The larger context of the present study is the increasing use of circulating biomarkers for diagnostic and prognostic purposes - as well as to directly inform treatment decisions - in many fields in medicine. Cardiovascular diseases and associated conditions like diabetes are no exceptions, as new studies are emerging defining novel biomarkers as well as exploring the role of well-known markers in new contexts [23, 24]. In response to these developments benchmarks have been proposed for evaluation of the clinical usefulness of biomarkers [25]. The cardiac troponins are well-established biomarkers recognized as providing diagnostic and prognostic information in both acute and chronic conditions.
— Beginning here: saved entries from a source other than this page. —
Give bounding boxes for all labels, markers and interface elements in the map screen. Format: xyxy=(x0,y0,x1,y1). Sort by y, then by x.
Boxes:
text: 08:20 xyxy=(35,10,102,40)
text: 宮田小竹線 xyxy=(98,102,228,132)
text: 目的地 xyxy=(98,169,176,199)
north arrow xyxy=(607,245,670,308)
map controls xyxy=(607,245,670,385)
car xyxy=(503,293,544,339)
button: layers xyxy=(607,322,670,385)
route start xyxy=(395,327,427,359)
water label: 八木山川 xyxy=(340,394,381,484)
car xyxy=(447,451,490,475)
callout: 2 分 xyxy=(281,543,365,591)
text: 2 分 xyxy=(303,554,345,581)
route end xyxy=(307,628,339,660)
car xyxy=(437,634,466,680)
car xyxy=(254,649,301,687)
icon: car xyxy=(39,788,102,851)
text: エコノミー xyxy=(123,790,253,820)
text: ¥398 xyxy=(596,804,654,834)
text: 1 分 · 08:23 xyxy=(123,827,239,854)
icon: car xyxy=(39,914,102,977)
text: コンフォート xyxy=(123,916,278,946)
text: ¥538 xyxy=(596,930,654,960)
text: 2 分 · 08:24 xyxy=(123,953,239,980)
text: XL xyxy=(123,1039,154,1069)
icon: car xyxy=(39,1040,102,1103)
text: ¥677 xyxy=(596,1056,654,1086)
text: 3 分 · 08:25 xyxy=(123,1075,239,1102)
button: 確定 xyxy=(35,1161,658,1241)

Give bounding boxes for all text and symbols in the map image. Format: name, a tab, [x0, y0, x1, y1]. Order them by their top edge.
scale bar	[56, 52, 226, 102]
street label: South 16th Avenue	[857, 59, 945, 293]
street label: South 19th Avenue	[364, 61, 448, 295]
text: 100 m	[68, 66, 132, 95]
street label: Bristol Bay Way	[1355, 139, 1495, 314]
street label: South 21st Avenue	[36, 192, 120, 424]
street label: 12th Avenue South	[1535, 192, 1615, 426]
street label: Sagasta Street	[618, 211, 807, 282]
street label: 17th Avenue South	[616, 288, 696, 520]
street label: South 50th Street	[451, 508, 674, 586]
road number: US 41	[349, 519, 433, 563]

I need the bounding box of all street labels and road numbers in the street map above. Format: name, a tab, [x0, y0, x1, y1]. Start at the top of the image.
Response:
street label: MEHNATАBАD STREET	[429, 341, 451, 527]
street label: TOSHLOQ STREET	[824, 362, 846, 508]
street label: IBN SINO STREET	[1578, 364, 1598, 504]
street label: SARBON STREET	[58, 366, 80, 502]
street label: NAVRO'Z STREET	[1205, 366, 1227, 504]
Recent studies have shown that the novel high-sensitivity troponin assays further improve diagnostic and prognostic performance compared to the conventional assays [16, 17, 26]. Our study extends these findings to a diabetic population and suggests some clinical implications. They alert the clinical community that individuals with T2DM - even if fairly young and without much apparent comorbidity - have a substantial probability of having a chronically elevated troponin T value with the new high sensitivity assay. In terms of diagnostic testing, these observations underline the importance of the rising and/or falling pattern, as suggested by the guidelines, to identify those who are having acute myocardial infarctions in this population [8, 27]. For prognostic purposes, the relationship we observed of troponin T with future hospitalizations and several other risk factors could point to a future role of the biomarker as a risk stratification tool in this context, but the data presented here should be considered preliminary and need to be validated in a larger cohort where adjustment can be made for other established risk factors.

Some important limitations with this investigation have already been mentioned and others should also be considered. This was a post hoc study performed in a relatively small cohort and due to the low absolute number of patients and events, we were not able to explore our data in multivariable regression models. Clearly, this represents a major weakness of our study. Yet, our findings fit well with the current understanding of the distribution and prognostic properties of troponins in populations with established, or at high risk for, CV disease (14, 15, 16). It is likely that some of the troponin T elevations seen in our population compared to the reference population are related to increased age, although increases with this assay were not reported as part of the assay validation. In any case, this does not restrict interpretation of the results, as our population is representative of a real-life T2DM population; and that regardless of cause troponin-release confers a higher risk of CV events and death. Measurements of baseline and 2-year troponin T samples were performed at different time-points, which increase the analytical variability and may explain the slight fall in troponin T levels during follow-up.

In conclusion, in a population of T2DM patients, we found that almost 1 in 5 had troponin T values above the 99th percentile of a reference population when measured by a highly sensitive assay. Levels of troponin T were stable over time, associated with conventional risk factors, and displayed a graded relationship with hospitalizations although this trend was not statistically significant.